Task description: Without any images, output the records below verbatim.

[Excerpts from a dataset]
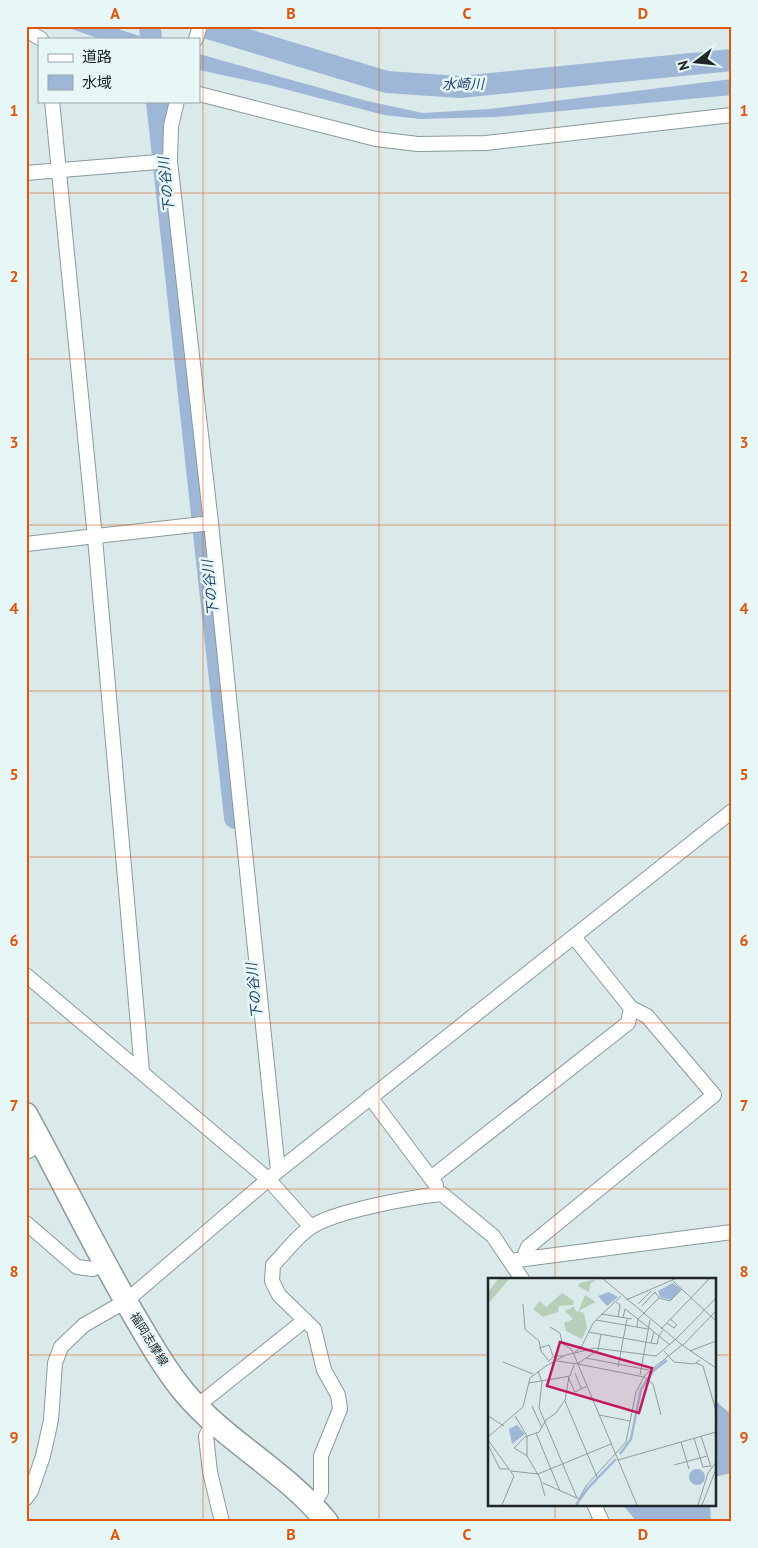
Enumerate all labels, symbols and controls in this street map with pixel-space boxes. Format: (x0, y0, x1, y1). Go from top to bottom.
text: A (110, 3, 120, 23)
text: B (286, 3, 296, 23)
text: C (463, 3, 472, 23)
text: D (638, 3, 648, 23)
legend (38, 38, 200, 102)
north arrow (670, 38, 720, 88)
text: 道路 (82, 47, 112, 66)
text: N (674, 59, 693, 72)
text: 水域 (82, 73, 112, 92)
water label: 水崎川 (442, 75, 486, 93)
text: 1 (9, 100, 19, 120)
text: 1 (739, 100, 749, 120)
water label: 下の谷川 (154, 154, 178, 214)
text: 2 (9, 266, 19, 286)
text: 2 (739, 266, 749, 286)
text: 3 (9, 432, 19, 452)
text: 3 (739, 432, 749, 452)
water label: 下の谷川 (198, 557, 222, 617)
text: 4 (9, 598, 19, 618)
text: 4 (739, 598, 749, 618)
text: 5 (9, 764, 19, 784)
text: 5 (739, 764, 749, 784)
text: 6 (9, 930, 19, 950)
text: 6 (739, 930, 749, 950)
water label: 下の谷川 (242, 960, 266, 1020)
text: 7 (9, 1095, 19, 1115)
text: 7 (739, 1095, 749, 1115)
text: 8 (9, 1261, 19, 1281)
text: 8 (739, 1261, 749, 1281)
inset map (488, 1278, 716, 1506)
street label: 福岡志摩線 (127, 1309, 172, 1368)
text: 9 (9, 1427, 19, 1447)
text: 9 (739, 1427, 749, 1447)
text: A (110, 1524, 120, 1544)
text: B (286, 1524, 296, 1544)
text: C (463, 1524, 472, 1544)
text: D (638, 1524, 648, 1544)

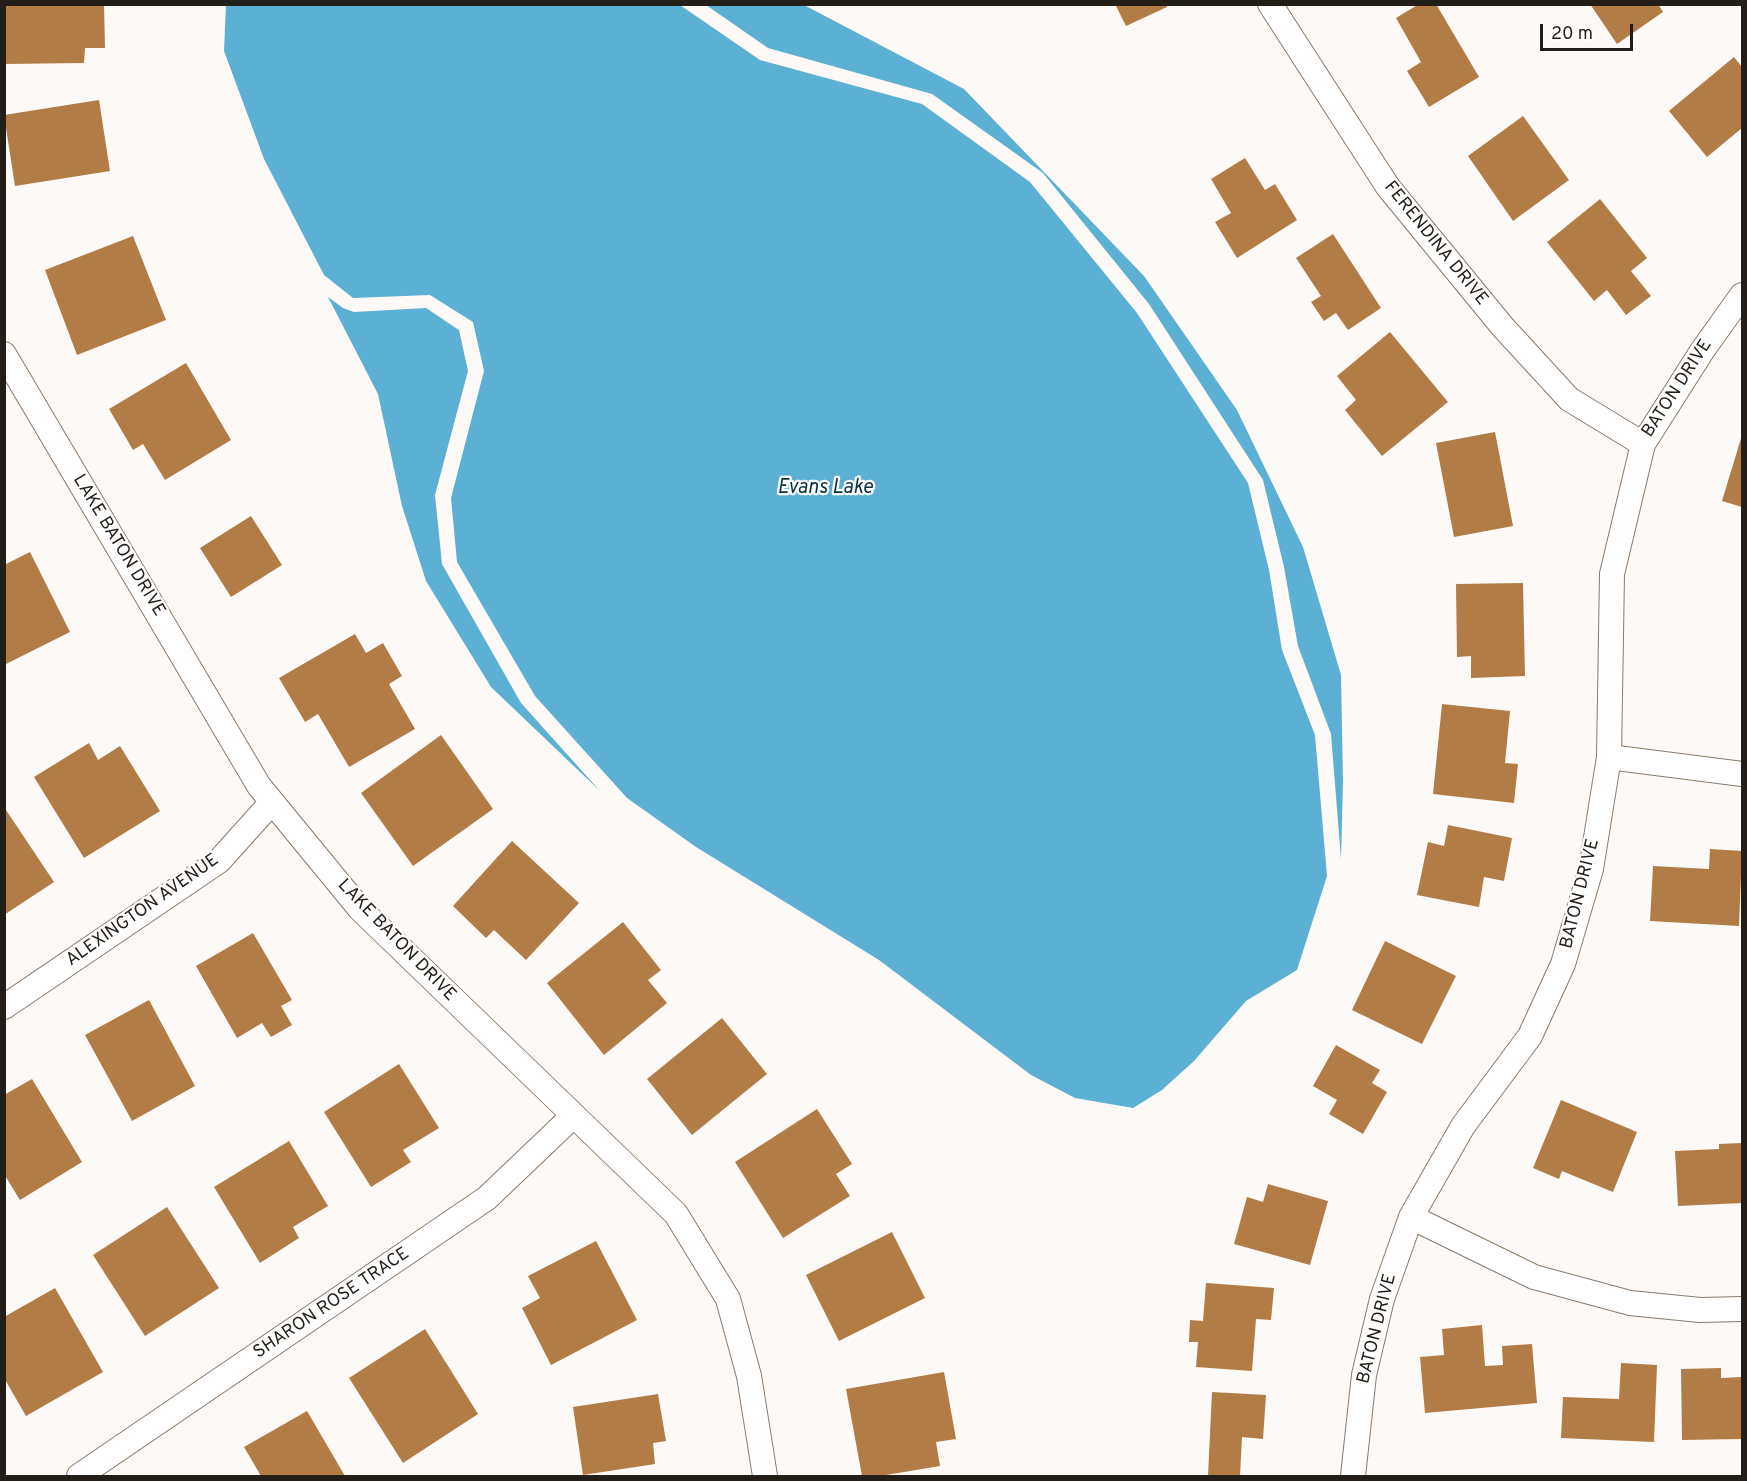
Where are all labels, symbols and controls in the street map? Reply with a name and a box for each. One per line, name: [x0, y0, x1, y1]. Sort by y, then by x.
scale bar: [1543, 12, 1636, 50]
text: 20 m: [1551, 23, 1593, 46]
street label: FERENDINA DRIVE: [1378, 178, 1492, 310]
street label: BATON DRIVE: [1638, 336, 1718, 442]
street label: LAKE BATON DRIVE: [67, 471, 169, 621]
water label: Evans Lake: [777, 477, 873, 501]
street label: BATON DRIVE: [1557, 837, 1605, 951]
street label: ALEXINGTON AVENUE: [62, 850, 224, 972]
street label: LAKE BATON DRIVE: [332, 875, 460, 1007]
street label: SHARON ROSE TRACE: [250, 1244, 414, 1364]
street label: BATON DRIVE: [1354, 1272, 1402, 1386]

Solution:
Enumerate all labels, symbols and controls in this street map with pixel-space boxes. Format: (x0, y0, x1, y1). Go from top to bottom.
text: A (110, 3, 120, 23)
text: B (286, 3, 296, 23)
text: C (463, 3, 472, 23)
text: D (638, 3, 648, 23)
legend (38, 38, 200, 102)
north arrow (670, 38, 720, 88)
text: 道路 (82, 47, 112, 66)
text: N (674, 59, 693, 72)
text: 水域 (82, 73, 112, 92)
water label: 水崎川 (442, 75, 486, 93)
text: 1 (9, 100, 19, 120)
text: 1 (739, 100, 749, 120)
water label: 下の谷川 (154, 154, 178, 214)
text: 2 (9, 266, 19, 286)
text: 2 (739, 266, 749, 286)
text: 3 (9, 432, 19, 452)
text: 3 (739, 432, 749, 452)
water label: 下の谷川 (198, 557, 222, 617)
text: 4 (9, 598, 19, 618)
text: 4 (739, 598, 749, 618)
text: 5 (9, 764, 19, 784)
text: 5 (739, 764, 749, 784)
text: 6 (9, 930, 19, 950)
text: 6 (739, 930, 749, 950)
water label: 下の谷川 (242, 960, 266, 1020)
text: 7 (9, 1095, 19, 1115)
text: 7 (739, 1095, 749, 1115)
text: 8 (9, 1261, 19, 1281)
text: 8 (739, 1261, 749, 1281)
inset map (488, 1278, 716, 1506)
street label: 福岡志摩線 (127, 1309, 172, 1368)
text: 9 (9, 1427, 19, 1447)
text: 9 (739, 1427, 749, 1447)
text: A (110, 1524, 120, 1544)
text: B (286, 1524, 296, 1544)
text: C (463, 1524, 472, 1544)
text: D (638, 1524, 648, 1544)

Where are all labels, symbols and controls in the street map? Reply with a name and a box for each. One per line, name: [x0, y0, x1, y1]. Sort by y, then by x.
scale bar: [1543, 12, 1636, 50]
text: 20 m: [1551, 23, 1593, 46]
street label: FERENDINA DRIVE: [1378, 178, 1492, 310]
street label: BATON DRIVE: [1638, 336, 1718, 442]
street label: LAKE BATON DRIVE: [67, 471, 169, 621]
water label: Evans Lake: [777, 477, 873, 501]
street label: BATON DRIVE: [1557, 837, 1605, 951]
street label: ALEXINGTON AVENUE: [62, 850, 224, 972]
street label: LAKE BATON DRIVE: [332, 875, 460, 1007]
street label: SHARON ROSE TRACE: [250, 1244, 414, 1364]
street label: BATON DRIVE: [1354, 1272, 1402, 1386]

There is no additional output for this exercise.